• _WORK ORDER_
Every line from the start of the data through the line containing "ctx.strokeStyle = halo;" should be retyped exactly; the pictures should not.

[Dataset items]

BEGIN

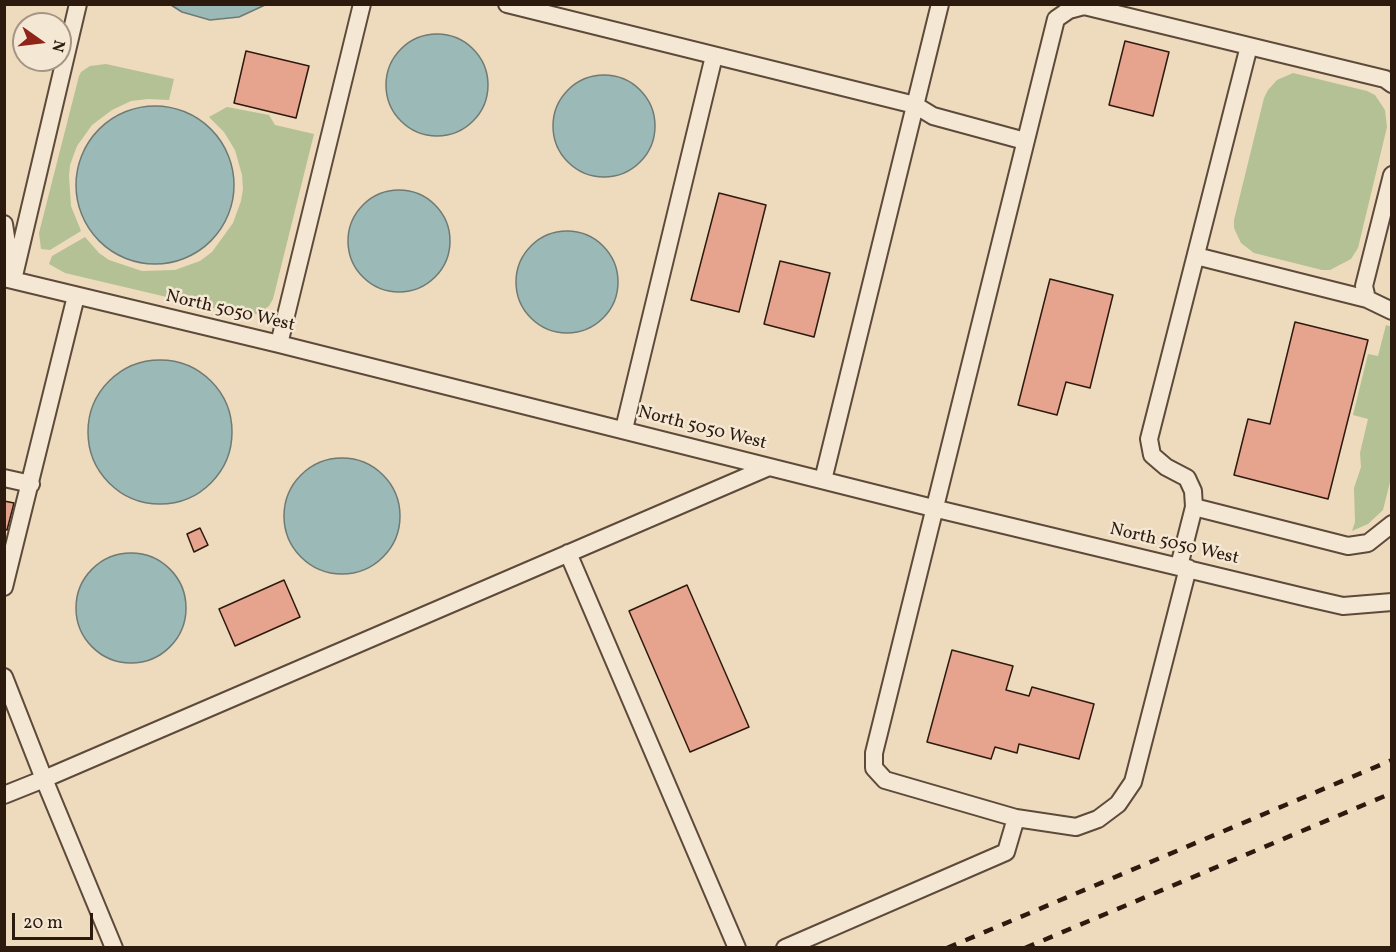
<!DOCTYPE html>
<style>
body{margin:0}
#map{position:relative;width:1396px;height:952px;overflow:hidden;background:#eedabc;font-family:Vollkorn,serif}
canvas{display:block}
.frame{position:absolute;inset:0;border:6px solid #2d1a0f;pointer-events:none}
.north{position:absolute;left:12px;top:12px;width:60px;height:60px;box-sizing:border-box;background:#f4e7d3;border:2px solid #a49585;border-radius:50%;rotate:104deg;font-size:16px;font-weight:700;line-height:24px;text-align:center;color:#2d1a0f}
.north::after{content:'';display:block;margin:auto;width:21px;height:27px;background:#8f2418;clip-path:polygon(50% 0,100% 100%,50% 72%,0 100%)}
.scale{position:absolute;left:12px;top:913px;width:81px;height:27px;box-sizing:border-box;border:3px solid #2d1a0f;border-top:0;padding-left:8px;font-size:18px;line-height:21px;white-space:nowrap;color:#2d1a0f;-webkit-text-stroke:4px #f4e7d3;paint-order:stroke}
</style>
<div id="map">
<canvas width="1396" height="952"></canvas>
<div class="frame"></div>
<div class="north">N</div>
<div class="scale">20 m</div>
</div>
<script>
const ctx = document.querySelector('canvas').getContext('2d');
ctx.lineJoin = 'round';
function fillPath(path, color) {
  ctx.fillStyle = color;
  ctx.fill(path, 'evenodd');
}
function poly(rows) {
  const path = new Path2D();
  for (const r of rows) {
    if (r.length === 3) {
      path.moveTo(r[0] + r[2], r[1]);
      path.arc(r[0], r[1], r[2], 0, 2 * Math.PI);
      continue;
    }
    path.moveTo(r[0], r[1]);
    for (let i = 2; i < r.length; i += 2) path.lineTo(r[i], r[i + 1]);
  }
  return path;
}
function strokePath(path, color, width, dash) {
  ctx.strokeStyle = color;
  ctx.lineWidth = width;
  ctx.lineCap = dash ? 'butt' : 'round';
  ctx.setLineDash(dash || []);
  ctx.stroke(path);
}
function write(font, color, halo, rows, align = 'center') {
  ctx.font = font + ' Vollkorn,serif';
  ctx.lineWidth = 5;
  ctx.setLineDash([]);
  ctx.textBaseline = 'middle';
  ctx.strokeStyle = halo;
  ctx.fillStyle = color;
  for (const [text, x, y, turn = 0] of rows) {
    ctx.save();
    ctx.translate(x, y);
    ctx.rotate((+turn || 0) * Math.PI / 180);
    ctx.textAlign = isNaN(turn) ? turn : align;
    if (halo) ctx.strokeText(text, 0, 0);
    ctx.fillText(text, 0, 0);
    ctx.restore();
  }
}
fillPath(poly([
 [106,64,174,79,169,100,148,99,131,101,112,110,92,125,77,146,70,165,69,176,71,206,81,231,50,250,41,249,39,233,79,76,81,72,90,66],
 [1293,73,1367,91,1375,95,1385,110,1387,127,1358,248,1351,259,1330,270,1322,270,1254,253,1241,243,1234,228,1234,220,1264,98,1268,90,1277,80],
 [227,107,269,115,275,125,314,134,273,299,269,306,257,314,243,315,65,273,49,264,52,256,85,237,99,253,109,260,142,271,175,270,200,261,212,252,233,223,241,201,243,189,242,175,235,150,224,132,209,117],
 [1386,325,1392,327,1391,478,1383,510,1368,524,1352,531,1355,522,1354,488,1361,467,1360,453,1368,419,1353,415,1368,354,1378,356]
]), '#b3c195');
const water = poly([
 [171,5,265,5,239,17,210,20,182,12,171,5],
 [437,85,51],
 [604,126,51],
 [155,185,79],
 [399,241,51],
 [567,282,51],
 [160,432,72],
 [342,516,58],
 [131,608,55]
]);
fillPath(water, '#9bbab7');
strokePath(water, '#6f7a74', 1.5);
const building = poly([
 [1125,41,1169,52,1153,116,1109,105,1125,41],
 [246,51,309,66,296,118,234,103,246,51],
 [719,193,766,205,739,312,691,300,719,193],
 [780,261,830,273,814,337,764,324,780,261],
 [1050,279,1113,295,1090,388,1066,382,1057,415,1018,405,1050,279],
 [1295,322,1368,340,1328,499,1234,475,1248,419,1270,424,1295,322],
 [4,501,14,503,7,530,4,529,4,501],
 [200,528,208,545,194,552,187,534,200,528],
 [284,580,300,617,235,646,219,609,284,580],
 [687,585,749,727,690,752,629,611,687,585],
 [952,650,1013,666,1006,690,1029,696,1032,687,1094,704,1079,759,1019,744,1017,753,995,747,991,759,927,742,952,650]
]);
fillPath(building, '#e6a38d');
strokePath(building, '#2d1a0f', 1.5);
const service = poly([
 [507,4,915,105,933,116,1025,141],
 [1392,175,1364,286,1367,299,1392,311],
 [4,224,11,270],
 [1196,256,1367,299],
 [4,278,279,344,933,508,1308,598,1343,606,1392,602],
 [13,280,78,4],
 [279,344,362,4],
 [624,429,714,56],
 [4,478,31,484],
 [823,480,940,4],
 [1194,507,1193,491,1187,478,1166,467,1152,455,1149,439,1249,46],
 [568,553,737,948],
 [1179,566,1194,507,1348,546,1368,543,1392,524],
 [1188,568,1133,782,1118,804,1098,819,1076,827,1016,818,885,780,874,768,874,753,1056,19,1069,10,1084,6,1385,79,1392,84],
 [4,587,76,296],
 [4,677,44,779,4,795],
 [114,948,44,779,769,467],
 [785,948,1006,852,1016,818]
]);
strokePath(service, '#5d4a3a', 20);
strokePath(service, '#f4e7d3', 16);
strokePath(poly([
 [947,948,1392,760],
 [1025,948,1392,793]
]), '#2d1a0f', 4.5, [10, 10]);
write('18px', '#2d1a0f', '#f4e7d3', [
 ["North 5050 West",230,312,13],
 ["North 5050 West",702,429,14],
 ["North 5050 West",1174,545,13]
]);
</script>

END

• _OUTPUT_
<!DOCTYPE html>
<style>
body{margin:0}
#map{position:relative;width:1396px;height:952px;overflow:hidden;background:#eedabc;font-family:Vollkorn,serif}
canvas{display:block}
.frame{position:absolute;inset:0;border:6px solid #2d1a0f;pointer-events:none}
.north{position:absolute;left:12px;top:12px;width:60px;height:60px;box-sizing:border-box;background:#f4e7d3;border:2px solid #a49585;border-radius:50%;rotate:104deg;font-size:16px;font-weight:700;line-height:24px;text-align:center;color:#2d1a0f}
.north::after{content:'';display:block;margin:auto;width:21px;height:27px;background:#8f2418;clip-path:polygon(50% 0,100% 100%,50% 72%,0 100%)}
.scale{position:absolute;left:12px;top:913px;width:81px;height:27px;box-sizing:border-box;border:3px solid #2d1a0f;border-top:0;padding-left:8px;font-size:18px;line-height:21px;white-space:nowrap;color:#2d1a0f;-webkit-text-stroke:4px #f4e7d3;paint-order:stroke}
</style>
<div id="map">
<canvas width="1396" height="952"></canvas>
<div class="frame"></div>
<div class="north">N</div>
<div class="scale">20 m</div>
</div>
<script>
const ctx = document.querySelector('canvas').getContext('2d');
ctx.lineJoin = 'round';
function fillPath(path, color) {
  ctx.fillStyle = color;
  ctx.fill(path, 'evenodd');
}
function poly(rows) {
  const path = new Path2D();
  for (const r of rows) {
    if (r.length === 3) {
      path.moveTo(r[0] + r[2], r[1]);
      path.arc(r[0], r[1], r[2], 0, 2 * Math.PI);
      continue;
    }
    path.moveTo(r[0], r[1]);
    for (let i = 2; i < r.length; i += 2) path.lineTo(r[i], r[i + 1]);
  }
  return path;
}
function strokePath(path, color, width, dash) {
  ctx.strokeStyle = color;
  ctx.lineWidth = width;
  ctx.lineCap = dash ? 'butt' : 'round';
  ctx.setLineDash(dash || []);
  ctx.stroke(path);
}
function write(font, color, halo, rows, align = 'center') {
  ctx.font = font + ' Vollkorn,serif';
  ctx.lineWidth = 5;
  ctx.setLineDash([]);
  ctx.textBaseline = 'middle';
  ctx.strokeStyle = halo;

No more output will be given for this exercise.